# What is being asked
Some lines in the entries contain the word "absolute". Copy all of them.

╭─ Material for this task

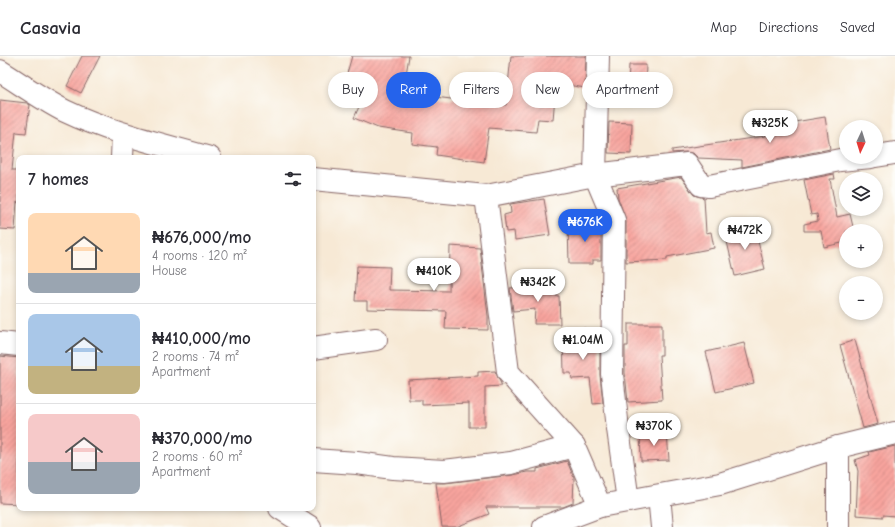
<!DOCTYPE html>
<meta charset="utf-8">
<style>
body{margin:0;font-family:"Comic Neue",sans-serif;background:#f7f7f7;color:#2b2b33;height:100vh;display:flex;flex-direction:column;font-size:15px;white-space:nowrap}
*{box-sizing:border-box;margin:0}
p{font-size:13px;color:#7c7c81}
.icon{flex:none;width:22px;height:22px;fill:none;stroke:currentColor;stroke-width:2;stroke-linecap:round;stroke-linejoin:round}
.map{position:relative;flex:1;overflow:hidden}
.details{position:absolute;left:16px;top:99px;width:300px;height:356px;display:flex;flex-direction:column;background:#fff;border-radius:8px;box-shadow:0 2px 6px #0003}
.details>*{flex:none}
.banner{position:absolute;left:328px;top:16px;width:380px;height:36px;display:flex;gap:8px}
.needle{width:26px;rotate:184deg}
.buttons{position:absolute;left:839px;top:64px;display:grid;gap:8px}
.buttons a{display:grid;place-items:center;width:44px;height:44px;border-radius:50%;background:#fff;box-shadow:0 2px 6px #0003;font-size:20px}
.price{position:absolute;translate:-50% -34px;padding:0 9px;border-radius:14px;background:#fff;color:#222;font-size:13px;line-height:26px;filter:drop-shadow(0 1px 2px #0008)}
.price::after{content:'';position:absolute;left:50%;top:24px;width:12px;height:9px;margin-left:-6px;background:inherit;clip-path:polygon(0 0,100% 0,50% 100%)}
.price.selected{background:#2563eb;color:#fff}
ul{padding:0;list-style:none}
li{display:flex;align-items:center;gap:12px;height:100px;padding:0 12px}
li+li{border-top:1px solid #e1e1e2}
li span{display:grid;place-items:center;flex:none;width:112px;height:80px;border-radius:8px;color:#555}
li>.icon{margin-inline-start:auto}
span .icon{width:48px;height:48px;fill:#fffc;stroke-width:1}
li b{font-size:17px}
h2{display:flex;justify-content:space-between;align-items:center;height:48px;padding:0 12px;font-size:17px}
.chip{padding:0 14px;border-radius:18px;background:#fff;box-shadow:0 2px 6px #0003;font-size:14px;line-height:36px}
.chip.selected{background:#2563eb;color:#fff}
header{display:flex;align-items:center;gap:24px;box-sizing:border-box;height:56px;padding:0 20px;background:#fff;border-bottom:1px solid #e1e1e2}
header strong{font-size:19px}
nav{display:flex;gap:22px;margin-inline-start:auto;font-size:14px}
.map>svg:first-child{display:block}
.building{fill:url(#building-hatch)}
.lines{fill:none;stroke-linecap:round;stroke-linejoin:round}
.minor-casing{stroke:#876666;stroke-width:24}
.minor{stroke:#fff;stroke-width:22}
</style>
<header>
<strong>Casavia</strong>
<nav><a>Map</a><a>Directions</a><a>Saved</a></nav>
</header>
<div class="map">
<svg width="895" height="471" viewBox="0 0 895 471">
<defs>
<pattern id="building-hatch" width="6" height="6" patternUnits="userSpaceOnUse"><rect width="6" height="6" fill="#f8a49e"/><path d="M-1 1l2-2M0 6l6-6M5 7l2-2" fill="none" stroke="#cb8581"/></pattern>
</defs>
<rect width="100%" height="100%" fill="#fdfcf7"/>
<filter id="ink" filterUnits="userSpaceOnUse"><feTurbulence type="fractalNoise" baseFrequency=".025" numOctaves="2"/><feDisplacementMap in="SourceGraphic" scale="8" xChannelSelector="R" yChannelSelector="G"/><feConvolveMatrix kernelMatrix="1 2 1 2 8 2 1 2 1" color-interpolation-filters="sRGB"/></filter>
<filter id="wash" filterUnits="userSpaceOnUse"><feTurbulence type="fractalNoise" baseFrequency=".012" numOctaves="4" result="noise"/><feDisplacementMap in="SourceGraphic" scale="16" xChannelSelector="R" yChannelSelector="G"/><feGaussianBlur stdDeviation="0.9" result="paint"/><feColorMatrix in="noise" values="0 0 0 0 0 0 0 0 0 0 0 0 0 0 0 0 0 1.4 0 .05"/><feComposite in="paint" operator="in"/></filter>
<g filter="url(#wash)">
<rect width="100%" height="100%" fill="#f7e9d5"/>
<g id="blocks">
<g class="building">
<polygon points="82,0 100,0 81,37 67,30"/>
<polygon points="352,0 409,0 403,37 451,43 451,42 506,49 511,0 586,0 585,32 556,27 553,64 538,63 536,76 489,72 484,106 436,99 437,91 412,88 413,77 378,72 354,62 362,44 341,38"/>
<polygon points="629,9 646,9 645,32 628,31"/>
<polygon points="0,44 27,47 30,49 26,77 16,76 12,114 19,114 19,147 17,146 15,174 0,173"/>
<polygon points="825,61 830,93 742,111 742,104 698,102 693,97 686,96 672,97 672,94 766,80 764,71"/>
<polygon points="609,66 632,67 631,98 608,97"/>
<polygon points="834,118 835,123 830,123 837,161 850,158 854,175 846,175 846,186 824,191 821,175 804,175 804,168 818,165 817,158 811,159 804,124"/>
<polygon points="681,121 694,139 704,142 706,177 711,176 714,192 667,201 667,204 626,206 626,164 618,142 617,132"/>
<polygon points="544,143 550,179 515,184 514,175 506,176 504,159 511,157 510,148"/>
<polygon points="601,166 601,204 593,204 593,208 569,208 568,167"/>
<polygon points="754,170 765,213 735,220 725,177"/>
<polygon points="450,190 480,192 488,260 488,274 445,273 446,255 367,253 367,245 355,245 357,210 390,211 389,234 449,235"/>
<polygon points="556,229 556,240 559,240 560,268 534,268 535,253 513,255 510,232"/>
<polygon points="628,268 662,268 662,299 659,299 662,344 628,346 625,317 625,290 628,290"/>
<polygon points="585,272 590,292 600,291 600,319 603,347 593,348 590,322 572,323 571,317 564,317 563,277"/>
<polygon points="855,284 878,368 863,372 840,289"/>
<polygon points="744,287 754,327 716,336 706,296"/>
<polygon points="0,300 19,302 19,448 0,447"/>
<polygon points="495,315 502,330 485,331 485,371 469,371 469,347 422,349 422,344 409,344 408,324 478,320 478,316"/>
<polygon points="667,376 669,404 641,405 640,377"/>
<polygon points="895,390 895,460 883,459 883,461 856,459 858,415 855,404 870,399 869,396"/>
<polygon points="567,405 574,422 573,447 563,451 486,451 489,458 456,471 442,471 436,427 445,427 513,419 527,416 537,416 537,413"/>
</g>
</g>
</g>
<g filter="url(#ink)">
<use href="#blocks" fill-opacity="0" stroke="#876666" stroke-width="1"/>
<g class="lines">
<g class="minor-casing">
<g id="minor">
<polyline points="598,0 595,119 614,164 612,318 618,373 628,445"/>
<path d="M0,15C21,28 43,44 65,55C111,77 161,88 210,102"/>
<polyline points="876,100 895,97"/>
<polyline points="122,102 123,78"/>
<polyline points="313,123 486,140 595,119 687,108 701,129 709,130 840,104 871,101"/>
<polyline points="486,140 508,316 574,390 600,450"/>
<polyline points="0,287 19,289"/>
<polyline points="313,292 376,283"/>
<polyline points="313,404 357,407 393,412 444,415 511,407 574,390"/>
<polyline points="659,440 662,471"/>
<polyline points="280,452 310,471"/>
<polyline points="544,471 600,450 720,428 838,391 895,377"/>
<polyline points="838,471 838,391"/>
</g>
</g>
<use href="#minor" class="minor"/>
</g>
</g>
</svg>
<div class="buttons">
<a><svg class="needle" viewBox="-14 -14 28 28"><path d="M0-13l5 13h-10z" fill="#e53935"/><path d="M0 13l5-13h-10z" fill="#7c7c81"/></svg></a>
<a><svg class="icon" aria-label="layers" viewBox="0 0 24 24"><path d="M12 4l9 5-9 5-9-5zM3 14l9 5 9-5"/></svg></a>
<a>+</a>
<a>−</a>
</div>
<b class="price" style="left:770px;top:88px">₦325K</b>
<b class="price selected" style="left:585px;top:187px">₦676K</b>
<b class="price" style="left:745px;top:195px">₦472K</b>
<b class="price" style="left:434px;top:236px">₦410K</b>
<b class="price" style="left:538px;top:247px">₦342K</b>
<b class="price" style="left:583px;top:305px">₦1.04M</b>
<b class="price" style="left:654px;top:391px">₦370K</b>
<div class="banner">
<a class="chip">Buy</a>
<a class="chip selected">Rent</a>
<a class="chip">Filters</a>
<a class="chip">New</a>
<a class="chip">Apartment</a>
</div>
<section class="details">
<h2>7 homes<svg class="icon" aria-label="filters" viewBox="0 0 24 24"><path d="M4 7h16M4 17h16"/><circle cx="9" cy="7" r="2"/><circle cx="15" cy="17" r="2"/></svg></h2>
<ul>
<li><span style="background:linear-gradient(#ffd9b3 75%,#9aa5b1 0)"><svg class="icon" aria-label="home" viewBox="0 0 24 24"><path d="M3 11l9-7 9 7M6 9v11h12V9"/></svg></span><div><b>₦676,000/mo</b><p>4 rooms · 120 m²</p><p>House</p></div></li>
<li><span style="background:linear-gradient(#a9c7e8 65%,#c2b280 0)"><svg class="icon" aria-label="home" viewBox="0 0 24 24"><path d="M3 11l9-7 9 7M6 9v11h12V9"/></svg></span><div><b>₦410,000/mo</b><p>2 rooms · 74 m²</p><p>Apartment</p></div></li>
<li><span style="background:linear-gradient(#f6c9c9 60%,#9aa5b1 0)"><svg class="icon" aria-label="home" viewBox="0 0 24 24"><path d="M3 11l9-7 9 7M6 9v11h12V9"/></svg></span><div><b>₦370,000/mo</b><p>2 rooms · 60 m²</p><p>Apartment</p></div></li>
</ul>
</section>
</div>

╰─

# Output for this task
.details{position:absolute;left:16px;top:99px;width:300px;height:356px;display:flex;flex-direction:column;background:#fff;border-radius:8px;box-shadow:0 2px 6px #0003}
.banner{position:absolute;left:328px;top:16px;width:380px;height:36px;display:flex;gap:8px}
.buttons{position:absolute;left:839px;top:64px;display:grid;gap:8px}
.price{position:absolute;translate:-50% -34px;padding:0 9px;border-radius:14px;background:#fff;color:#222;font-size:13px;line-height:26px;filter:drop-shadow(0 1px 2px #0008)}
.price::after{content:'';position:absolute;left:50%;top:24px;width:12px;height:9px;margin-left:-6px;background:inherit;clip-path:polygon(0 0,100% 0,50% 100%)}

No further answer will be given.